# TRMF: temporal regularized matrix factorization

>**Reference**: Hsiang-Fu Yu, Nikhil Rao, Inderjit S. Dhillon, 2016. [*Temporal regularized matrix factorization for high-dimensional time series prediction*](http://www.cs.utexas.edu/~rofuyu/papers/tr-mf-nips.pdf). 30th Conference on Neural Information Processing Systems (*NIPS 2016*), Barcelona, Spain. [[Matlab code](https://github.com/rofuyu/exp-trmf-nips16)]

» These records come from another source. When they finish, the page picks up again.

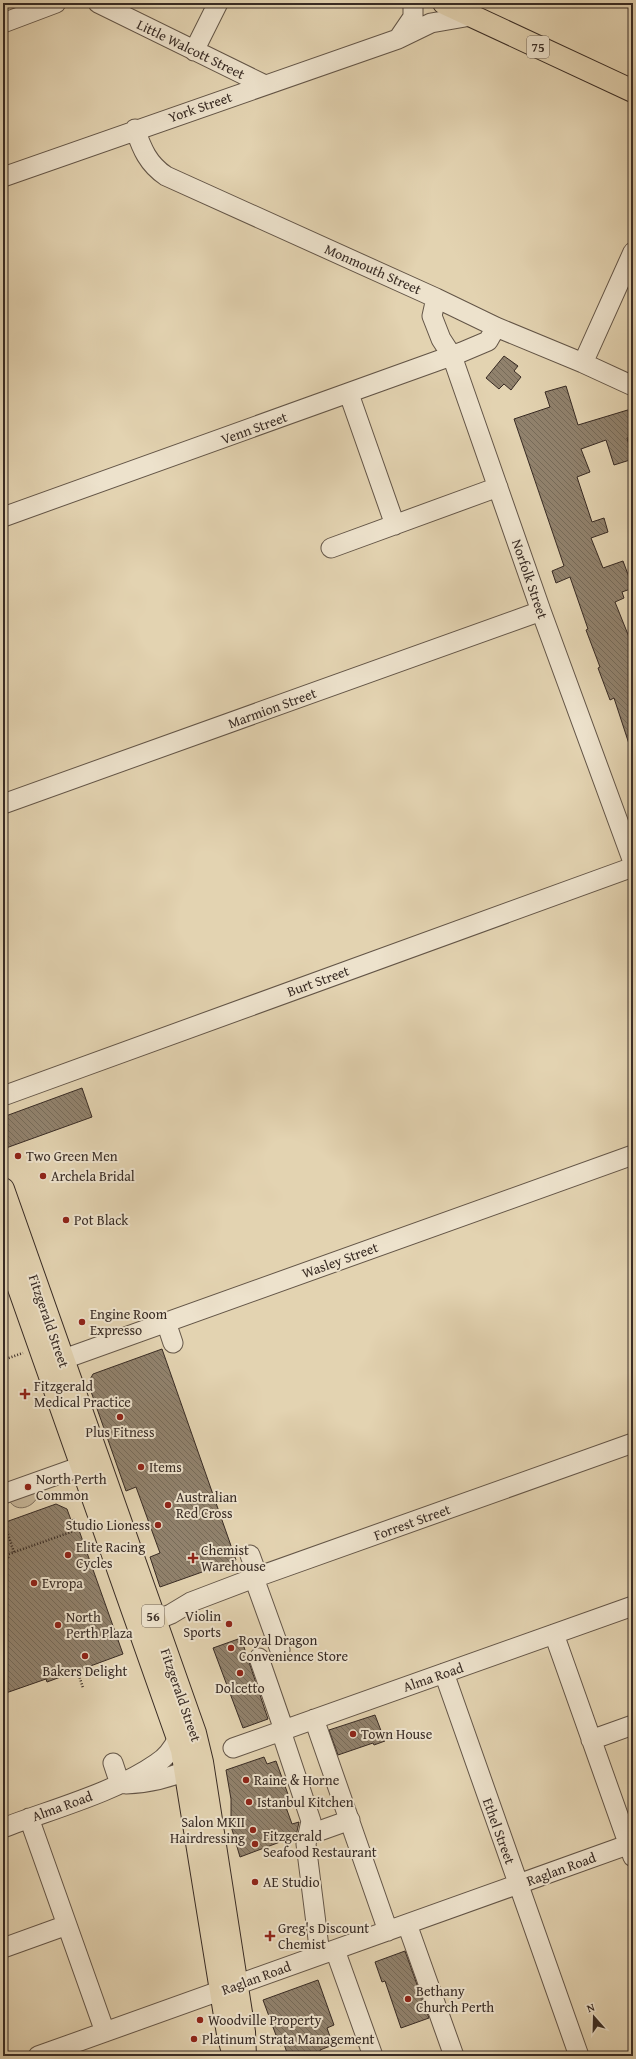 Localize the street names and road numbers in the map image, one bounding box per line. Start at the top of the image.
street label: Little Walcott Street [134,14,248,84]
road number: 75 [527,36,549,58]
street label: York Street [165,87,235,127]
street label: Monmouth Street [321,239,425,299]
street label: Venn Street [218,407,290,449]
street label: Norfolk Street [507,536,553,622]
street label: Marmion Street [225,683,319,733]
street label: Burt Street [284,961,352,1001]
street label: Wasley Street [299,1237,381,1283]
street label: Fitzgerald Street [24,1272,74,1370]
street label: Forrest Street [371,1499,453,1545]
road number: 56 [142,1605,164,1627]
street label: Fitzgerald Street [156,1646,206,1744]
street label: Alma Road [400,1657,466,1697]
street label: Alma Road [29,1786,95,1826]
street label: Ethel Street [478,1795,520,1867]
street label: Raglan Road [524,1847,599,1891]
street label: Raglan Road [219,1956,294,2000]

## 1. Matrix factorization

### 1.1. Matrix factorization and a novel <span style="color:blue">autoregressive temporal regularizer</span>

Consider a commonly used <span style="color:blue">matrix factorization</span> for completion task:

$$Y=WX^T$$
where $W\in\mathbb{R}^{m\times r},X\in\mathbb{R}^{n\times r}$ are factor matrices decomposed from data matrix $Y\in\mathbb{R}^{m\times n}$. We can also treat matrix $Y$ as <span style="color:blue">a $m$-dimensional time series</span> with <span style="color:blue">$y_{it}$ being the observation at the $t$-th time slot of the $i$-th time series</span>.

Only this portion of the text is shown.